** Opening Records supplied block **

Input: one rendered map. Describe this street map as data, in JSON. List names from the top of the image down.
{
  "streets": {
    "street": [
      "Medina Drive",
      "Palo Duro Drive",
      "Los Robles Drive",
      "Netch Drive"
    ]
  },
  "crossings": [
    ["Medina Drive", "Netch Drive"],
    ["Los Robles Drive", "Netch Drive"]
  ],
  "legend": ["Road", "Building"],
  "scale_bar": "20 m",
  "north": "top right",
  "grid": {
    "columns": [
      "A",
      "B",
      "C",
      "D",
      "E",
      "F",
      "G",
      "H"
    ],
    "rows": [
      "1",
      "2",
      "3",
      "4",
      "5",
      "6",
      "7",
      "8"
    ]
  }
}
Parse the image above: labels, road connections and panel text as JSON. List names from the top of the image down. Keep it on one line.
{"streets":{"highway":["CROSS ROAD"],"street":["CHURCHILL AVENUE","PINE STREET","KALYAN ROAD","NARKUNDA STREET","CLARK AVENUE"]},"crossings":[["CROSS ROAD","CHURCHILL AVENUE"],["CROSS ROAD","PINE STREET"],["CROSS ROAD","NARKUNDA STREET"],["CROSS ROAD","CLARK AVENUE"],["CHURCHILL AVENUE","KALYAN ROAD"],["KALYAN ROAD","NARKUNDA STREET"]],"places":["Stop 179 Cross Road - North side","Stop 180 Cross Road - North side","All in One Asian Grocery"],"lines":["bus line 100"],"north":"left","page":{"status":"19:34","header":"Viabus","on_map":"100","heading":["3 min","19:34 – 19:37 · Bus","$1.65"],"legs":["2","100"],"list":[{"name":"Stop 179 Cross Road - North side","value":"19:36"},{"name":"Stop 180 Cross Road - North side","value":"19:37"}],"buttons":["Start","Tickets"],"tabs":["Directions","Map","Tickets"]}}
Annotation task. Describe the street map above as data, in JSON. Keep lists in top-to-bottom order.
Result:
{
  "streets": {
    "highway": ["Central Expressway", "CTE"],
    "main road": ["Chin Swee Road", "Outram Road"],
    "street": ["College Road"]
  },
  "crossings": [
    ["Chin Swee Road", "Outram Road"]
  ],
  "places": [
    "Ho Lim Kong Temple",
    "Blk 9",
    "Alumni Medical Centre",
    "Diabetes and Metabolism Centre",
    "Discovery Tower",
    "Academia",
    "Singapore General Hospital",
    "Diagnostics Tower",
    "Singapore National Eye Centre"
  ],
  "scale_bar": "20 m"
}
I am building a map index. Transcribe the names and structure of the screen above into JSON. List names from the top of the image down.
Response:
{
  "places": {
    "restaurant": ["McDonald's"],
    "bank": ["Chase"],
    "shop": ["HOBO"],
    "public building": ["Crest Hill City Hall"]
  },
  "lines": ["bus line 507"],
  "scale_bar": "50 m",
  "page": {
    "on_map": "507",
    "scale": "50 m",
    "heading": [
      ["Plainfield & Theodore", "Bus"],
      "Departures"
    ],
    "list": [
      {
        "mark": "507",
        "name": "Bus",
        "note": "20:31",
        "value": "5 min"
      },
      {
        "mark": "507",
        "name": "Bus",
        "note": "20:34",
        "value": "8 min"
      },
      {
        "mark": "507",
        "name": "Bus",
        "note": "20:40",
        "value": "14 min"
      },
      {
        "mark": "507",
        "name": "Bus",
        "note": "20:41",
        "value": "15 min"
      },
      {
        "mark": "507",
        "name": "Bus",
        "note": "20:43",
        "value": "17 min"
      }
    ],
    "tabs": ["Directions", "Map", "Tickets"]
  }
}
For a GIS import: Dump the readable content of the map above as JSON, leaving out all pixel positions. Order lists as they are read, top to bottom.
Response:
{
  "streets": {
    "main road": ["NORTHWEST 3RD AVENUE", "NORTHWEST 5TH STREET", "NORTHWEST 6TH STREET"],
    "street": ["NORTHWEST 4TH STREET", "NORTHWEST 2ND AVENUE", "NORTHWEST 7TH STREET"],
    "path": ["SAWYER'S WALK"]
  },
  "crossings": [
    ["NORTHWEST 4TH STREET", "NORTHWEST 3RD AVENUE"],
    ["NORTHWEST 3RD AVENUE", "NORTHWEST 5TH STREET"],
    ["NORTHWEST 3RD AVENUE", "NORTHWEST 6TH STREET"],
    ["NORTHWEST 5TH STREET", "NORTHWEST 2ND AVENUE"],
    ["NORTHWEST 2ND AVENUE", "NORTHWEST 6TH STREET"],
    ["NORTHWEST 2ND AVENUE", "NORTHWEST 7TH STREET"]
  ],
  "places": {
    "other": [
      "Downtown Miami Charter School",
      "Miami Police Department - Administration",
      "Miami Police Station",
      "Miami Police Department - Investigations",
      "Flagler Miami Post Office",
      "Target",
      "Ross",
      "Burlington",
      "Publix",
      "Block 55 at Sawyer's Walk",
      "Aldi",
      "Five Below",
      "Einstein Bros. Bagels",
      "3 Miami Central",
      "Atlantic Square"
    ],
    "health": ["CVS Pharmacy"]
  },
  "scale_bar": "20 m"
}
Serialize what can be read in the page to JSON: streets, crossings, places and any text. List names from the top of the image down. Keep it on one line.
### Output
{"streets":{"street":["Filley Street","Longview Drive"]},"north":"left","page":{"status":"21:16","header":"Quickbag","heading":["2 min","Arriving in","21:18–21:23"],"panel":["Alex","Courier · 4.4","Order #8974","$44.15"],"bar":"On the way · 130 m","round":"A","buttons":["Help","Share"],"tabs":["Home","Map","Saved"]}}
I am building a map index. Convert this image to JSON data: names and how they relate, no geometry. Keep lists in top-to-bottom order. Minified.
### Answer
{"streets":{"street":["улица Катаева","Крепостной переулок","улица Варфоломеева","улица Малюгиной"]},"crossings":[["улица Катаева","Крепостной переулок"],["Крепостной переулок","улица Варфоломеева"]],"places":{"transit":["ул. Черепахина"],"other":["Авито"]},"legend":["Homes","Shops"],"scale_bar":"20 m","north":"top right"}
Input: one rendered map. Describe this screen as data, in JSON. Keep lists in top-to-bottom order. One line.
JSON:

** Closing Records supplied block **

Taking the line that contains "Input: one rendered map. Describe this screen" as the first, reproduce every line through the end of the entries exactly.

[Exercise response]
Input: one rendered map. Describe this screen as data, in JSON. Keep lists in top-to-bottom order. One line.
JSON:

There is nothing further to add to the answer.